Martin/Synoptics2004/p. 16

7th Day: 30 July 2004:

1. Br. Kowith led the opening prayer. And then the lecturer reviewed last week's lecture by
stressing the narrative nature of the Gospels and the insights from narrative criticism.

2. Reflection: the whole Gospel of Mark as the beginning

The title of Mk "The beginning of the Gospel of Jesus Christ, Son of God" can be understood
as "This is the Beginning of the Good News that: Jesus is the Christ/Messiah and Son of
God". But, what does the "beginning" refer to? Does it refer to the title (Mk 1:1) only? Or
Mk 1:1-8 (the appearance of John the Baptist)? Or Mk 1:1-11 (including also Jesus'
baptism)? Or Mk 1:1-13 (including also the temptation of Jesus)? It can mean any of them;
therefore there are various opinions when scholars should decide which verses are included
in Mark's prologue.
Another way to understand the "beginning" is to take it as referring to the whole Gospel
of Mark (1:1 - 16:8). Br. Withanu asked "How?" Remember, answered the lecturer, the
whole Gospel of Mark is the beginning for a reader who receives the Good News that Jesus
is the Messiah (8:29) and the Son of God (15:39). It is the beginning of his faith in Jesus, the
beginning of his new life in Jesus. Br. ภควี asked, "If the Gospel is the beginning, what is the
ending?". Well, said the lecturer, why should we assume there is an ending? Perhaps, there
is no ending; in fact, there is no ending to our life in faith! We always begin. That is why it is
important to read and read and read again and again the whole Gospel. The Church arranges
that we read Mark in the liturgical year B, so once every three years.
A story may have a "close ending" (we cannot think of any other story after it), but there
is also an "open ending" (the story doesn't end although the book is ended); that is why we
have "Spider Man 1" and "Spider Man 2" etc. The film director has arranged that the end of
the film is not the ending, but the beginning of a new story etc.

3. Original "open ending" of Mark in 16:8.

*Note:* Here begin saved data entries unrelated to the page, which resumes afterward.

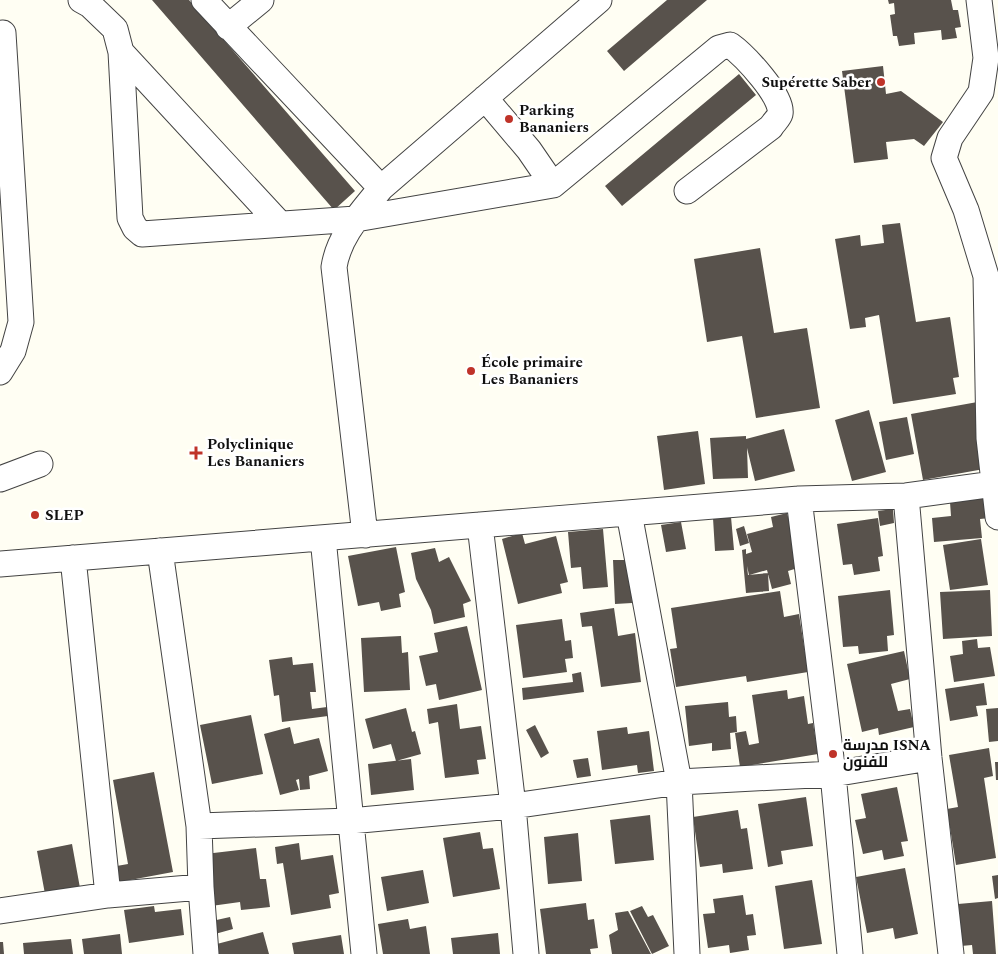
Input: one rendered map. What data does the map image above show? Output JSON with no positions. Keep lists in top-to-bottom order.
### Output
{
  "places": {
    "other": [
      "Supérette Saber",
      "Parking Bananiers",
      "École primaire Les Bananiers",
      "SLEP",
      "مدرسة ISNA للفنون"
    ],
    "health": ["Polyclinique Les Bananiers"]
  }
}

Br. Sonthaya asked why the lecturer mentioned that Mark ends in 16:8, and not in 16:8b or
16:20? Well, actually it can be seen in every footnote of a good edition of the Bible. The New
Revised Standard Version has a footnote for 16:8 "Some of the most ancient authorities
[meaning: manuscripts / codex / text] bring the book to a close a the end of verse 8. One
authority concludes the book with the shorter ending [16:8b]; others include the shorter
ending and then continue with verses 9-20. ....." So most probably, the original ending of Mk
is 16:8, with the women running from the tomb and they said nothing to anyone because they
were afraid. Therefore, the ending of Mk is an open ending. That is why perhaps, other
endings (shorter and longer) were added to make it a close ending.

4. How to divide a story into a structure:

We can divide a story according to the following elements:
-Place: for ex. Galilee, Judea, Jerusalem, and so on.
-Time: morning, night, Sabbath, and so on.
-Person/s: Jesus, disciples, Pharisees, and so on.
-Action / event: being sick, sleeping, eating, healing and so on.
-Key words: testimony, beginning, parables etc.
-Literary signs: "Therefore", "First, second ...", and so on.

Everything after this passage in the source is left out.